▶ WHAT IS REQUIRED: Among the entries that follow, the required portion opens with the line containing "M165,999L216,940L269,867" and closes with the line containing "M17,1315C36,1327 99,1366 106,1386C109,1396". Give that portion again exactly, and nothing else.

(MATERIAL PROVIDED begins)

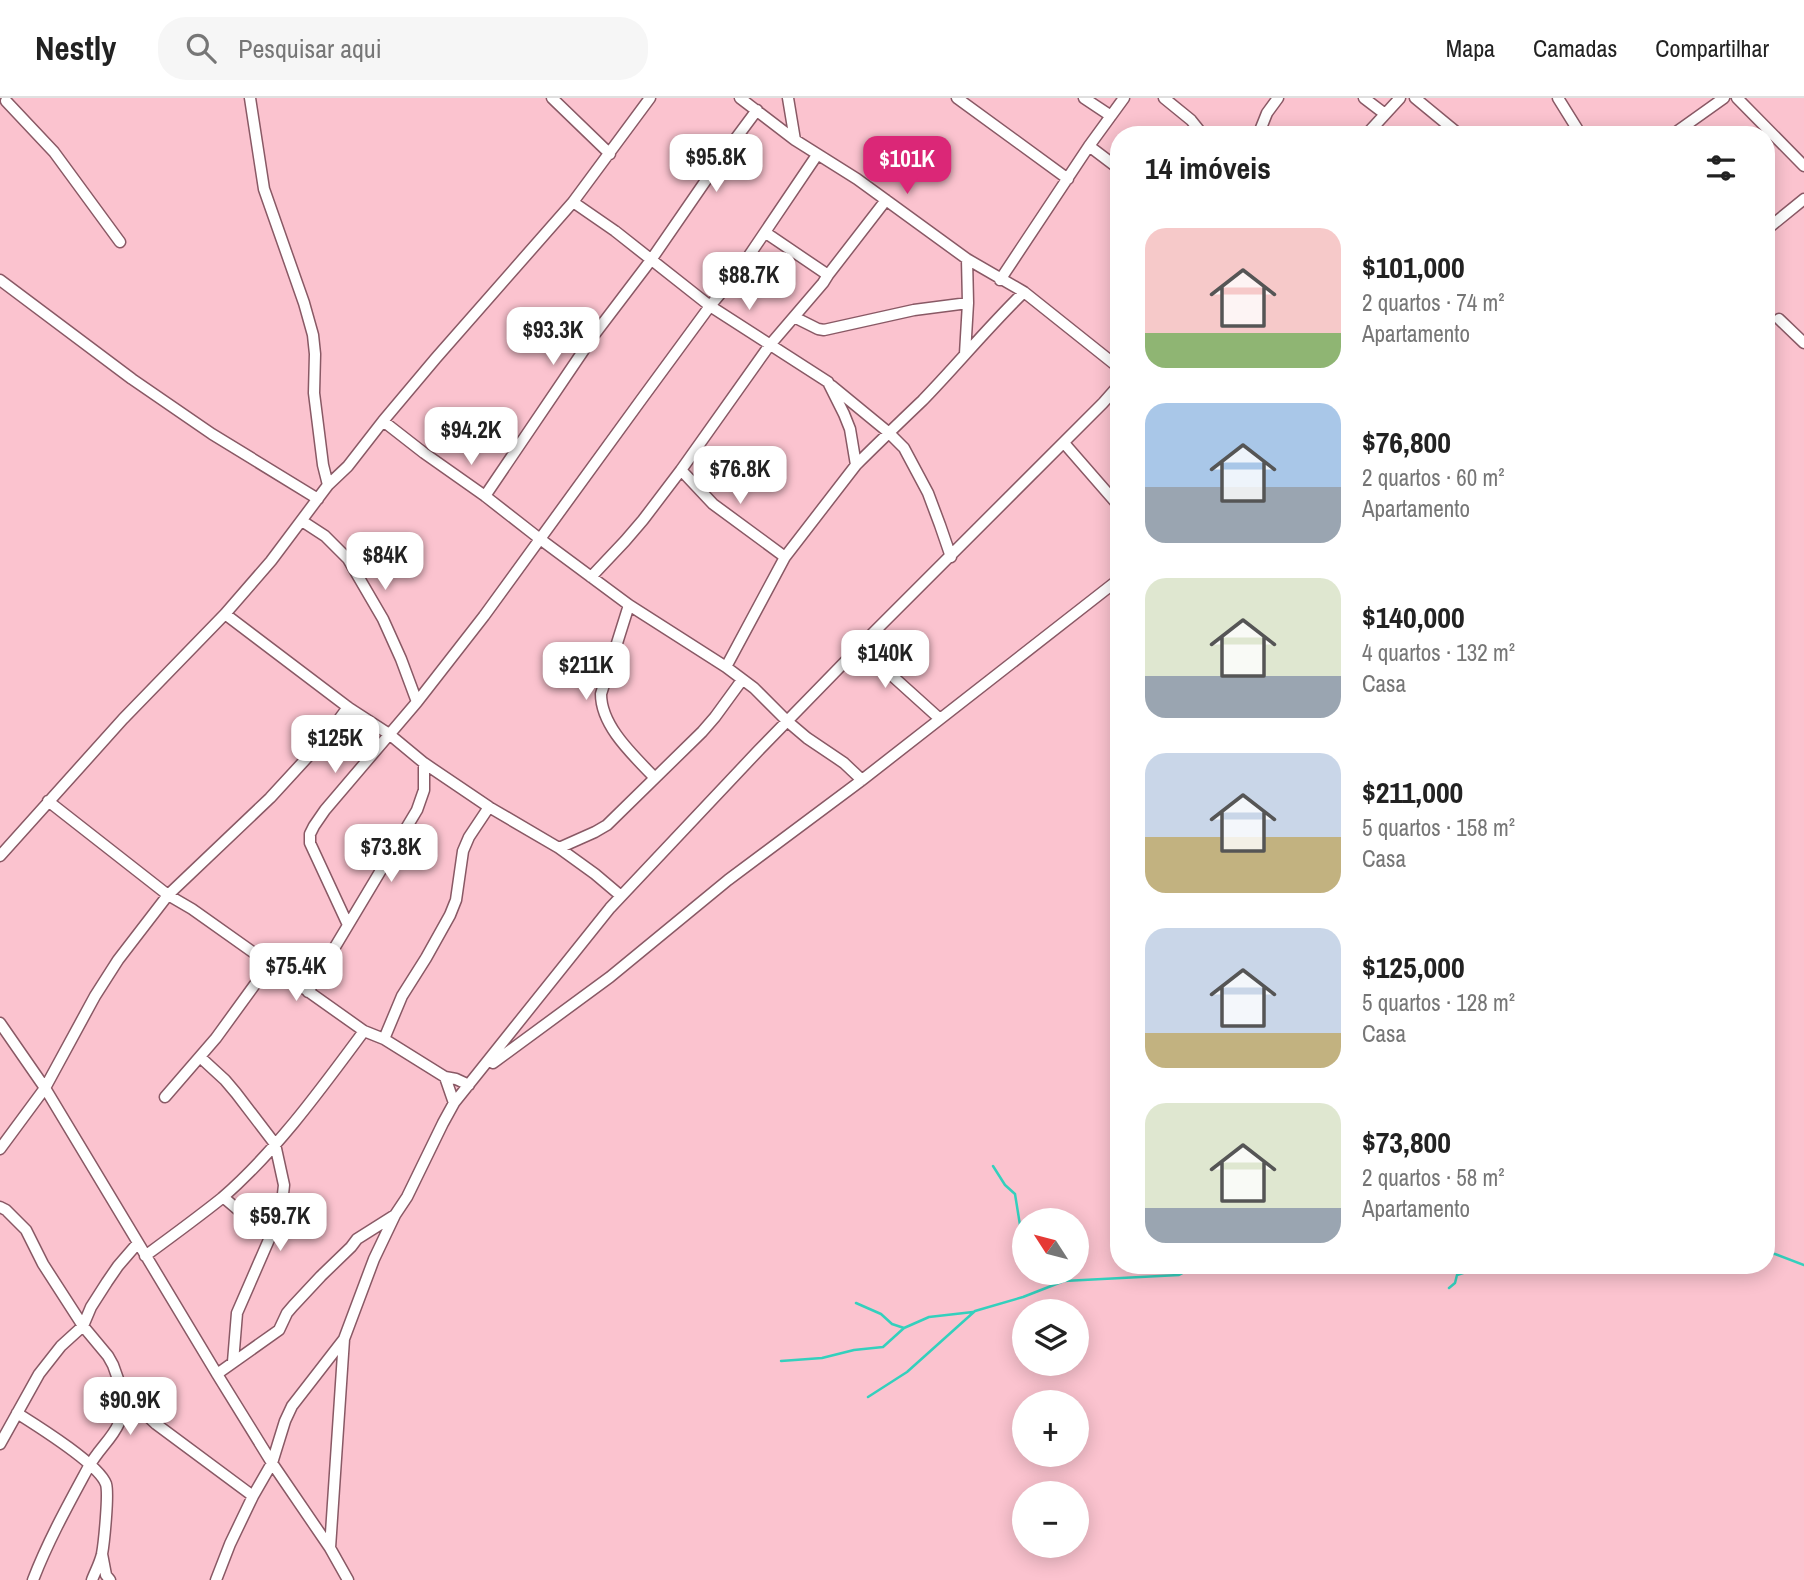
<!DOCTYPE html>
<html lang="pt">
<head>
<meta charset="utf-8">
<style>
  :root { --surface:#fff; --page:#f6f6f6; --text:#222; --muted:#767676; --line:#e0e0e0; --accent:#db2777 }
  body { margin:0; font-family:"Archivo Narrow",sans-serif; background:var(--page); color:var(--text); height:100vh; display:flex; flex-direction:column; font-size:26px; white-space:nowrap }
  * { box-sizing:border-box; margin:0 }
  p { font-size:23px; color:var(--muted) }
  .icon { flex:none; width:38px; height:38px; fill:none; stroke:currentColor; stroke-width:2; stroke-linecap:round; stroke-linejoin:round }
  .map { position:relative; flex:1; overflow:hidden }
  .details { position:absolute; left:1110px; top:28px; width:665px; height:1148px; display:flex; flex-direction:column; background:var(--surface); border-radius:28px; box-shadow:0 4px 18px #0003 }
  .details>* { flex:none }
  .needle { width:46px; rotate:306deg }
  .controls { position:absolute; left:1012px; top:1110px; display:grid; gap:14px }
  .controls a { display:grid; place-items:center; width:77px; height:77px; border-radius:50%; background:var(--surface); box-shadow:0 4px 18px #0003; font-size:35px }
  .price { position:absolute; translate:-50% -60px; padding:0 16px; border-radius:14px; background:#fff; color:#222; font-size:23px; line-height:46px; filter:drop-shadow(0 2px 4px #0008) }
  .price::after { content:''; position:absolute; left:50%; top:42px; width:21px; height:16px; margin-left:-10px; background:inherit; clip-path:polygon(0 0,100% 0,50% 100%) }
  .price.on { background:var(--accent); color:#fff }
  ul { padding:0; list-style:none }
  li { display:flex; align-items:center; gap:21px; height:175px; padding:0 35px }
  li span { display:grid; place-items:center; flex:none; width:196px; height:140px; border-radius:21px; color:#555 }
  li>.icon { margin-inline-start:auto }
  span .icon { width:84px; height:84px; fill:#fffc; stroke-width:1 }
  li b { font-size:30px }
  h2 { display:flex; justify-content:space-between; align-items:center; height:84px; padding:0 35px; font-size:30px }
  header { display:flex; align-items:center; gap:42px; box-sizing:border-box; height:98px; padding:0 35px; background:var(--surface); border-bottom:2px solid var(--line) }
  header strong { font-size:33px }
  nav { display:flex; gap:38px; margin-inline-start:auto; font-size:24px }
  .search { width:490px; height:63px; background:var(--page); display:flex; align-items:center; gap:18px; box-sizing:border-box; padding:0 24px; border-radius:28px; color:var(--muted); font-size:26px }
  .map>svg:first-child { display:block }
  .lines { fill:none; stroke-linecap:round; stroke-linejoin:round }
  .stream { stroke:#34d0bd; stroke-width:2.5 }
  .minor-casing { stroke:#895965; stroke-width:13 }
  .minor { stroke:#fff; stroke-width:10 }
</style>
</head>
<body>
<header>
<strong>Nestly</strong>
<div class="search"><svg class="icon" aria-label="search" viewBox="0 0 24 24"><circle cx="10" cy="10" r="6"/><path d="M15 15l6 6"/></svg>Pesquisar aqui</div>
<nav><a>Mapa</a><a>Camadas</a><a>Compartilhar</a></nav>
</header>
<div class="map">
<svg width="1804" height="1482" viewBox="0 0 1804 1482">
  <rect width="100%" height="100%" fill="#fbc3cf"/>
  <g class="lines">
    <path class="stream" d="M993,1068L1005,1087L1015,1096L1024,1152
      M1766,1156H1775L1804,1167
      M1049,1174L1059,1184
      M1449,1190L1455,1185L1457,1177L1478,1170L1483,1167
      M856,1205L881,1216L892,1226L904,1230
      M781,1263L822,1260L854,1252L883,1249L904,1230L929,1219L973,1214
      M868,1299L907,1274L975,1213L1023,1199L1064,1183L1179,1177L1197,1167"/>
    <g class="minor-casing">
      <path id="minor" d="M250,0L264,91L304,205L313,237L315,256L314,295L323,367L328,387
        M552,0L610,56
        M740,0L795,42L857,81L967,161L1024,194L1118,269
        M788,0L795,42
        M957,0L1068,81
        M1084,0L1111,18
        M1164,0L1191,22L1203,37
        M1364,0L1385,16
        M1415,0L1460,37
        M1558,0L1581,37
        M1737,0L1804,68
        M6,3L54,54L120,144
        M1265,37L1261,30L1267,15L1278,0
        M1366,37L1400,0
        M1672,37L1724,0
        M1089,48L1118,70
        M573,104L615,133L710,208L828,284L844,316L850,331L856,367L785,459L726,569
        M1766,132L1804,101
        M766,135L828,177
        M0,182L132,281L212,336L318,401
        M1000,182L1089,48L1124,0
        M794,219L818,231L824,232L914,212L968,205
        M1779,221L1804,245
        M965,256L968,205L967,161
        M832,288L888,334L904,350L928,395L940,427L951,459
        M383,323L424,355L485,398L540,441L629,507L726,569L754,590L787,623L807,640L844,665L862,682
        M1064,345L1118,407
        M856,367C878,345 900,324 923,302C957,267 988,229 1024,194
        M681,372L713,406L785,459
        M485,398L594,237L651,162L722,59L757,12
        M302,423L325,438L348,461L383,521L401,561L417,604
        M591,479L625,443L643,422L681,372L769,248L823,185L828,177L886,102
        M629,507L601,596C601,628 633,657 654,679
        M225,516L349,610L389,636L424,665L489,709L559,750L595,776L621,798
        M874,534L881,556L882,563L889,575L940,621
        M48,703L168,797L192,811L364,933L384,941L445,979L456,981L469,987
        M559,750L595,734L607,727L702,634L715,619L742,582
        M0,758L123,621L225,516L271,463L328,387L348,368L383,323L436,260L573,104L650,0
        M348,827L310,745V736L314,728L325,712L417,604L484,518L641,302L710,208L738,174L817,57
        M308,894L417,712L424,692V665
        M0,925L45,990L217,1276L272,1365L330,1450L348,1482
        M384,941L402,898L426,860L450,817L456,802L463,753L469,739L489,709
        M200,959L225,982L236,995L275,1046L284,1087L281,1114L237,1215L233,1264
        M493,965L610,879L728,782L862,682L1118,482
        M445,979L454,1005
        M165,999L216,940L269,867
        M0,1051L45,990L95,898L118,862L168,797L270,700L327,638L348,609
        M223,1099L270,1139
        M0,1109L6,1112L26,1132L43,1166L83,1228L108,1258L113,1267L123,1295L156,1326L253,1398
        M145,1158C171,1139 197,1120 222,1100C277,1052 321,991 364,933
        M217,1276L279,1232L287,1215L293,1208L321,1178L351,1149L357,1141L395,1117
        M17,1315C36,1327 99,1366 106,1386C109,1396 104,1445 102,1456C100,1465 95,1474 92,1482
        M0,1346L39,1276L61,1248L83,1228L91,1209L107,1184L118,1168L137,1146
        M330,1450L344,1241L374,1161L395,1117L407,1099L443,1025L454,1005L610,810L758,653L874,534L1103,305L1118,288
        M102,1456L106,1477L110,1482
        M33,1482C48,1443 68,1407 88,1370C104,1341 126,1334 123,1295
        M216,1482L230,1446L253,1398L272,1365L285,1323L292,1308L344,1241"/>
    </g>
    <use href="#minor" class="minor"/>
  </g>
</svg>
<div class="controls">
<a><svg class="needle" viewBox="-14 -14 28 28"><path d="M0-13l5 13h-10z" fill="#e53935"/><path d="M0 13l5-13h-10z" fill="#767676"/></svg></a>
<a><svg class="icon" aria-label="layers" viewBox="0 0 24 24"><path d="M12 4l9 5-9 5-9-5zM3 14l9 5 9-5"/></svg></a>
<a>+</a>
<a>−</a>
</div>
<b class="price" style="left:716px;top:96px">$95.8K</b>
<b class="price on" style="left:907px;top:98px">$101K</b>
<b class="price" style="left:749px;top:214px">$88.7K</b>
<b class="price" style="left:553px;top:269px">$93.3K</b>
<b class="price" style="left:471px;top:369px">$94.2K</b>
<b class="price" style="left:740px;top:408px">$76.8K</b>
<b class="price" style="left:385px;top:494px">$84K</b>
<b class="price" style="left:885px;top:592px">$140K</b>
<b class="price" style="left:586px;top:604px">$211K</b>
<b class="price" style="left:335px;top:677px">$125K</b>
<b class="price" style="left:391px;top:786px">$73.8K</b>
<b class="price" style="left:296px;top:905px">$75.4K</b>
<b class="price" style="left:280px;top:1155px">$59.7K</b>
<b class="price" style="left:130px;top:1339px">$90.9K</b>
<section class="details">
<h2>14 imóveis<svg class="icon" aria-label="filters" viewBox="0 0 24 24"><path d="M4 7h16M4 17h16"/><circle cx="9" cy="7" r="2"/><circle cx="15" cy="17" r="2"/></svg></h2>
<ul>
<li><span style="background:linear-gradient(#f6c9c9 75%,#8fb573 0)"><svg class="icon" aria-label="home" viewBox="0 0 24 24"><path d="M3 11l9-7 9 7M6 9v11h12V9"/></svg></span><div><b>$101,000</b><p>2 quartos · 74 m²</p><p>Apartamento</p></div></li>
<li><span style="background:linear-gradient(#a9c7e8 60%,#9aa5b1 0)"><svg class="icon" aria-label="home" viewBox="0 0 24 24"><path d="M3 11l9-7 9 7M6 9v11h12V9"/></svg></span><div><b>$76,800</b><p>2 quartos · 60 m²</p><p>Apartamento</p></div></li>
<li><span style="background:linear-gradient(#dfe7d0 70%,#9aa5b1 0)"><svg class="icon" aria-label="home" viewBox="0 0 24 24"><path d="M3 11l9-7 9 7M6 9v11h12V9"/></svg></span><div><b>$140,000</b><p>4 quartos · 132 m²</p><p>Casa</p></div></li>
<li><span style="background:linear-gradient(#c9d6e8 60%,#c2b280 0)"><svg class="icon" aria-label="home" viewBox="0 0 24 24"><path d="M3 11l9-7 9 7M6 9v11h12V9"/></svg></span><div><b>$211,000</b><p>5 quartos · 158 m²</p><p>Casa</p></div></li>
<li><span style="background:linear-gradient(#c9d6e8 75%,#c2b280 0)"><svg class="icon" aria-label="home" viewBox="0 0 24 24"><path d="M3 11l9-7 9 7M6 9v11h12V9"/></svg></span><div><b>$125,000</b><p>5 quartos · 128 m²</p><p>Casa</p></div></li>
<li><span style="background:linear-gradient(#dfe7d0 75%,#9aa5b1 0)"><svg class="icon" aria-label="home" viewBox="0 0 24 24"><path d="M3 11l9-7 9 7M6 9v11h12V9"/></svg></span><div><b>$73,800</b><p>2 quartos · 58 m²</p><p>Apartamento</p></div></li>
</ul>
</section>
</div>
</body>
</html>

(MATERIAL PROVIDED ends)

▶ ANSWER SECTION:
        M165,999L216,940L269,867
        M0,1051L45,990L95,898L118,862L168,797L270,700L327,638L348,609
        M223,1099L270,1139
        M0,1109L6,1112L26,1132L43,1166L83,1228L108,1258L113,1267L123,1295L156,1326L253,1398
        M145,1158C171,1139 197,1120 222,1100C277,1052 321,991 364,933
        M217,1276L279,1232L287,1215L293,1208L321,1178L351,1149L357,1141L395,1117
        M17,1315C36,1327 99,1366 106,1386C109,1396 104,1445 102,1456C100,1465 95,1474 92,1482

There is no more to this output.